My mission is simple – I want to take the time to examine my personal story and document my experience in contemporary ballet.  Because I do feel in our current society, we have very little sense of ownership as African Americans when it comes to ballet.  For example, it is not commonly known in the ballet world that at one point a third of the Ballet Frankfurt’s Company consisted of people of color.  If we don’t have documentation of the change that has already been established, we will get looked over again and I feel very strongly that this cannot and should not happen.

ZDA: Explain how this ties into the a longer term vision for the work you wish to do in the coming years.  It seems to grow organically out of the work you’re doing in your first year developing My Story.
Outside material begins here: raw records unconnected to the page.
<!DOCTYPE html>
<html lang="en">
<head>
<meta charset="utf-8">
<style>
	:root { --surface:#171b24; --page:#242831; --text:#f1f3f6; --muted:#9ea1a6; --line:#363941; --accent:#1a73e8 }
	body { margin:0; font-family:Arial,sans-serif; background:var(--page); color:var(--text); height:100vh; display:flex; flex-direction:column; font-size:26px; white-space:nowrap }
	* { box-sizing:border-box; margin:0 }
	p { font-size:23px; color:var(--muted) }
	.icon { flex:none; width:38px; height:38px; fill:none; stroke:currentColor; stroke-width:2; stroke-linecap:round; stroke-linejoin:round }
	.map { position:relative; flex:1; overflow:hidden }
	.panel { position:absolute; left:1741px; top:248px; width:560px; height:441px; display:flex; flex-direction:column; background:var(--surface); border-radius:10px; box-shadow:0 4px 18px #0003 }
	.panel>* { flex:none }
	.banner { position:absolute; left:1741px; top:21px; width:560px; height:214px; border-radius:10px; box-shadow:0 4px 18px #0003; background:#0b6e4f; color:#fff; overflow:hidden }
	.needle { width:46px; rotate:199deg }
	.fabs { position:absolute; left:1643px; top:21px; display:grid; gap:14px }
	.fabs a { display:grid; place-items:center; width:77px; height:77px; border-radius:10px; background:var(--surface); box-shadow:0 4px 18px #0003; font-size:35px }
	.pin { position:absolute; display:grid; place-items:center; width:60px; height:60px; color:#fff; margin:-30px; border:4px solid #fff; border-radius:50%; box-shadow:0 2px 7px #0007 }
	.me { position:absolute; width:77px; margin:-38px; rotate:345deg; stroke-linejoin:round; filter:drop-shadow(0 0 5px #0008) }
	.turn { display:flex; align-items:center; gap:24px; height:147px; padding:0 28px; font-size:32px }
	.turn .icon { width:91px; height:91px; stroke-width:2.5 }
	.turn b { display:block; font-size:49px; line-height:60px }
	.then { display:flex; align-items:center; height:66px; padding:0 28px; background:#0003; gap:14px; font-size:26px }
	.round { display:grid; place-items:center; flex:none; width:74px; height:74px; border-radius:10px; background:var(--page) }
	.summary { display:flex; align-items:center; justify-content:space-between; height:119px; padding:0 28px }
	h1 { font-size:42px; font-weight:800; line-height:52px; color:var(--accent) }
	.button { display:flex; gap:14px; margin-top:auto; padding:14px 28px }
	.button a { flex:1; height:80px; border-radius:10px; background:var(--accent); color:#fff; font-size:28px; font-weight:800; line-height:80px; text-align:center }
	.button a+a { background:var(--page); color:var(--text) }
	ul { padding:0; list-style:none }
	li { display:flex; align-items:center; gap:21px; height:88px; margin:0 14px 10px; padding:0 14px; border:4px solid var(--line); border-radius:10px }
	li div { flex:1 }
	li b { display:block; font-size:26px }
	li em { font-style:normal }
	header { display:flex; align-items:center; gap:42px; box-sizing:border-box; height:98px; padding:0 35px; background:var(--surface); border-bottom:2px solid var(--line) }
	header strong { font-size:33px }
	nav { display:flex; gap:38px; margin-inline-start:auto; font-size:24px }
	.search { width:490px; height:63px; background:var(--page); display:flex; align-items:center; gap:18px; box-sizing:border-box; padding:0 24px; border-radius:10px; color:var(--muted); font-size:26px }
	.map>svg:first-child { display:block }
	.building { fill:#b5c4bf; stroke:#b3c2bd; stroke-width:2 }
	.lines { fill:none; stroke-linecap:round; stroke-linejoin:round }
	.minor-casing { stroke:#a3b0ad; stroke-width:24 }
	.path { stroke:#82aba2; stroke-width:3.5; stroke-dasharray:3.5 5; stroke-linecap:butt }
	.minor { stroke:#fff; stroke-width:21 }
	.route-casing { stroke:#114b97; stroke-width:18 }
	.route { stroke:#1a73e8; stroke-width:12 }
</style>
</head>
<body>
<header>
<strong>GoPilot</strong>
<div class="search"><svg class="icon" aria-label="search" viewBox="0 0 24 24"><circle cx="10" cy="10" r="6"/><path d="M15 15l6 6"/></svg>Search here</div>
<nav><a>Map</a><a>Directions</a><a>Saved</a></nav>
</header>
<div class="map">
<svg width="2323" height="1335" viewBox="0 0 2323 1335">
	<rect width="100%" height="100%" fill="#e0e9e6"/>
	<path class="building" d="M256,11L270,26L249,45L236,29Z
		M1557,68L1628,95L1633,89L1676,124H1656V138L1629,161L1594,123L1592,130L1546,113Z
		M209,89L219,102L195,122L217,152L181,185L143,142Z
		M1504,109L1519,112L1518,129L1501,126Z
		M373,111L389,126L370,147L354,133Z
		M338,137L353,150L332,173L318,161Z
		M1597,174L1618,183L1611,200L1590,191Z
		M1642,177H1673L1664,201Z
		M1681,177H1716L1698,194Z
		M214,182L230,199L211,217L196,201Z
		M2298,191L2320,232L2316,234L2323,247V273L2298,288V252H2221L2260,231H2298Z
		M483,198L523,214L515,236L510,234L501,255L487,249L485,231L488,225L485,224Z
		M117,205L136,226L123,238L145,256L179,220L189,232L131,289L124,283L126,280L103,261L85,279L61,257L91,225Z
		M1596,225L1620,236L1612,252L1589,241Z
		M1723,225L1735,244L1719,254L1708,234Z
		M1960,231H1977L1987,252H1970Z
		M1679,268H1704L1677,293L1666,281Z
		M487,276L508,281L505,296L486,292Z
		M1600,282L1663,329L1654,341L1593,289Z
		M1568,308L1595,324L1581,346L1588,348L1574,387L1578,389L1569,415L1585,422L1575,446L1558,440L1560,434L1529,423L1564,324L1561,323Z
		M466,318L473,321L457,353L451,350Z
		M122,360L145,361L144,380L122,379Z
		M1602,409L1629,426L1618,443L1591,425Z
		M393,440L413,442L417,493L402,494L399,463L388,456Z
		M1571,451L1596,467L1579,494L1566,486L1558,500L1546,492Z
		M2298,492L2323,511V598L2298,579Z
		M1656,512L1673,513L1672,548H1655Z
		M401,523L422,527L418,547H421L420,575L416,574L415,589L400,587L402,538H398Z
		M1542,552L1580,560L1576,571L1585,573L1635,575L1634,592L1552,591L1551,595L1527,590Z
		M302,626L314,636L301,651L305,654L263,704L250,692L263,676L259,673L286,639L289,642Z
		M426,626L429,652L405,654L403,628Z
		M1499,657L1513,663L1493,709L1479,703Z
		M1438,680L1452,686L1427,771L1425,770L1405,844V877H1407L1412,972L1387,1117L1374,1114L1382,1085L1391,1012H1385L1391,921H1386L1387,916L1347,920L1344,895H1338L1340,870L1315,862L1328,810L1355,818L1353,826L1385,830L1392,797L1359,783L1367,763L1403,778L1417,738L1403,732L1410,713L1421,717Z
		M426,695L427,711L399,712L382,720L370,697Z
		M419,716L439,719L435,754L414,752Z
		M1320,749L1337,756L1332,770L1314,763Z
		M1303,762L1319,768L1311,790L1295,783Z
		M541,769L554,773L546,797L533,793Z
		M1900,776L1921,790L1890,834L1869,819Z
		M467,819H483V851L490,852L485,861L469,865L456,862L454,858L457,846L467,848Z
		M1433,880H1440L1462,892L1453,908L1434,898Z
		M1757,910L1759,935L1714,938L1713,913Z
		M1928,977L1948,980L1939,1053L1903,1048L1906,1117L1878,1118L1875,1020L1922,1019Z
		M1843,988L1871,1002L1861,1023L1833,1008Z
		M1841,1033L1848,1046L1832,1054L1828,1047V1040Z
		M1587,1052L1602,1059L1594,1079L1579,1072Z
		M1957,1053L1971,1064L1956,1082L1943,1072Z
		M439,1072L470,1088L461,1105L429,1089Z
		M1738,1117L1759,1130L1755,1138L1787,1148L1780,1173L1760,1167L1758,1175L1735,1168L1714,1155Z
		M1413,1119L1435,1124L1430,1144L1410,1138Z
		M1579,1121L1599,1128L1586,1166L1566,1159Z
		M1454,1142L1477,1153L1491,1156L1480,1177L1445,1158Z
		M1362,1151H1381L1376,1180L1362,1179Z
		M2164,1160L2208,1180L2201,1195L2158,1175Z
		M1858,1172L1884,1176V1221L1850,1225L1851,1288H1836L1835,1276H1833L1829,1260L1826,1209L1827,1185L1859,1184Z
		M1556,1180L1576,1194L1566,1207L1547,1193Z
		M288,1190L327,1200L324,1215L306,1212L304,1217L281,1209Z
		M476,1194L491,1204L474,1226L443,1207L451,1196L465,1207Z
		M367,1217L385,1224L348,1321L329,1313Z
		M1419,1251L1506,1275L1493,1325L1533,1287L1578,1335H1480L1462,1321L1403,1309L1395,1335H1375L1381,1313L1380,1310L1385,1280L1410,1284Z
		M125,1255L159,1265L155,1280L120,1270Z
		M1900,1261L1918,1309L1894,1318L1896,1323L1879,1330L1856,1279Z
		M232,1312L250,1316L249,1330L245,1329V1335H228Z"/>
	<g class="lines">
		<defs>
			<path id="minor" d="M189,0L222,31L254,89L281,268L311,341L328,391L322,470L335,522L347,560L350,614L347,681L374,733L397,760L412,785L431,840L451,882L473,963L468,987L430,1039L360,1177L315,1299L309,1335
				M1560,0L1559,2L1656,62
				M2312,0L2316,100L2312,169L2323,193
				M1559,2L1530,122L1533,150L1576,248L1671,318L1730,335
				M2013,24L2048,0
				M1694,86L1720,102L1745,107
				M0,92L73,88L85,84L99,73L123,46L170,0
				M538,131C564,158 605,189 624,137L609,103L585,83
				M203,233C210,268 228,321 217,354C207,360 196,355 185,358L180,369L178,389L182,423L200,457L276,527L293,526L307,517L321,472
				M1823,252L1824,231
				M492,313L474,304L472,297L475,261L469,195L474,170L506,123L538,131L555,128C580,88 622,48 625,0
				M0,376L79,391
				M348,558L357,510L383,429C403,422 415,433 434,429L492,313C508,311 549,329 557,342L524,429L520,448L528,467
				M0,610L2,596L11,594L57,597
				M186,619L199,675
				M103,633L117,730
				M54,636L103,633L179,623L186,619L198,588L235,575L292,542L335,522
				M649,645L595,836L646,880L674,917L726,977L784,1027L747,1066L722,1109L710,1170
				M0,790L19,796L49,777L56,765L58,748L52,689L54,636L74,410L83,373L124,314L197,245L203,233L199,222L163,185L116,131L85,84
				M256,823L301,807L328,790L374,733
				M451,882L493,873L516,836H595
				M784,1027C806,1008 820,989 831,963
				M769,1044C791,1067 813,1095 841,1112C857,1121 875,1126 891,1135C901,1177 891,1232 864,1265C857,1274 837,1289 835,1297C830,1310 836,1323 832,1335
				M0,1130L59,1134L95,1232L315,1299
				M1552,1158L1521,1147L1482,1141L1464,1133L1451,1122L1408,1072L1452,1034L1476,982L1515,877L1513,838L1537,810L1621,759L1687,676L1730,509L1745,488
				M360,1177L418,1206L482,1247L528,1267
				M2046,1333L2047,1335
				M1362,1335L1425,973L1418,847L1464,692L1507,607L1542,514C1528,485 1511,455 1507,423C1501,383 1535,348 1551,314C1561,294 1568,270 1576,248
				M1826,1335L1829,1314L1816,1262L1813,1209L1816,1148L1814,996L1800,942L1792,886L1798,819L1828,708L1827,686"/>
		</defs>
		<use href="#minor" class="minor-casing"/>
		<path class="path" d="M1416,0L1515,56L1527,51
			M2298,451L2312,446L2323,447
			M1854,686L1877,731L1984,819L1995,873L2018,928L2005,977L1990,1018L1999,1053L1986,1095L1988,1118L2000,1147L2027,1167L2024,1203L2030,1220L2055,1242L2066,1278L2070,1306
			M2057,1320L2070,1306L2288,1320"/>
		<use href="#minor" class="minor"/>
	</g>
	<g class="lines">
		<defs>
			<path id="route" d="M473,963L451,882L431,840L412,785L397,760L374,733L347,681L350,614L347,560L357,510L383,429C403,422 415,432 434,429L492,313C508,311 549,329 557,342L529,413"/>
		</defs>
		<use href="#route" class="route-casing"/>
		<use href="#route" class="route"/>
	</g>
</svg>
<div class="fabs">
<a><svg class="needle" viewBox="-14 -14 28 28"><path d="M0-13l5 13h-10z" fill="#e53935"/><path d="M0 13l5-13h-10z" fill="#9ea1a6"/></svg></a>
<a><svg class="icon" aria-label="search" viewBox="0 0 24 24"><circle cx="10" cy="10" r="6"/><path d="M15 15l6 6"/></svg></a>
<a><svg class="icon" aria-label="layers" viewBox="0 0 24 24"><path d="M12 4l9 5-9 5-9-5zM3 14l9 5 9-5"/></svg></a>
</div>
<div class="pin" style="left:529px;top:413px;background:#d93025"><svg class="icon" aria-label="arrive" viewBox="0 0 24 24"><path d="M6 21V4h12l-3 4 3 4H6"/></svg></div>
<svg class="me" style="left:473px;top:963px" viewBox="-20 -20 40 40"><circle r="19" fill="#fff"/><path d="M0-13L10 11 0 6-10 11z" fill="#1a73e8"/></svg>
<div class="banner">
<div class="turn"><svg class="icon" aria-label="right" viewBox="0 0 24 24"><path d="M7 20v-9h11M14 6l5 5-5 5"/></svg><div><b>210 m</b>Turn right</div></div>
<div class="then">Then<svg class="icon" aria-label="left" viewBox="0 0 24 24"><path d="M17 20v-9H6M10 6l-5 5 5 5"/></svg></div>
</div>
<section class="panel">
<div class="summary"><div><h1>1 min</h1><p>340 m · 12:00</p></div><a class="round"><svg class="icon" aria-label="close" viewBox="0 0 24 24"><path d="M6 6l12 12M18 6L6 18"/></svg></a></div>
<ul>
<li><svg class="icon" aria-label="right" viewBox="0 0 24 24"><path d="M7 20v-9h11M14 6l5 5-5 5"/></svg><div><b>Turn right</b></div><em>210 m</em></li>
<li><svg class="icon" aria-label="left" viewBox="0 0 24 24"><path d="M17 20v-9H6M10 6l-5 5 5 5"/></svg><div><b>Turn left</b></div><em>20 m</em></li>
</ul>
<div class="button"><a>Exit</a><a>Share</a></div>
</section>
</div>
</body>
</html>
FH: You know, I think spending time researching My Story will, on an intimate personal level, bring me closer to defining contemporary ballet and my mission moving forward, while also helping me understand my history and why I’m so passionate about it.  What is really at the root of this is the passionate desire to make sure that there is a seat at the table for African American dancers in the ballet world. In that respect it’s a natural outgrowth of being the daughter of my mother – a woman who helped shape the dance world as it is today and a father who as a Civil Rights lawyer helped make the world a more inviting place for people of color.  What I feel is important is to redefine the world of ballet to inspire systemic change and for people to feel comfortable in their skin.

 

Zita Allen, the first African American dance critic for Dance Magazine, has written for the Amsterdam News, New York Times, Village Voice, Essence and others. Her works also include the Alvin Ailey American Dance Theater’s 25th Anniversary Souvenir book, the Kennedy Center’s "Masters of African American Choreography" booklet, the American Dance Festival/PBS documentary Free to Dance website, the book Black Women Leaders of the Civil Rights Movement (Scholastic) and several chapters in the Smithsonian’s book Ain’t Nothing Like the Real Thing: How the Apollo Theatre Shaped American Entertainment (Random House). Ms. Allen holds a Masters Degree in Dance History from New York University.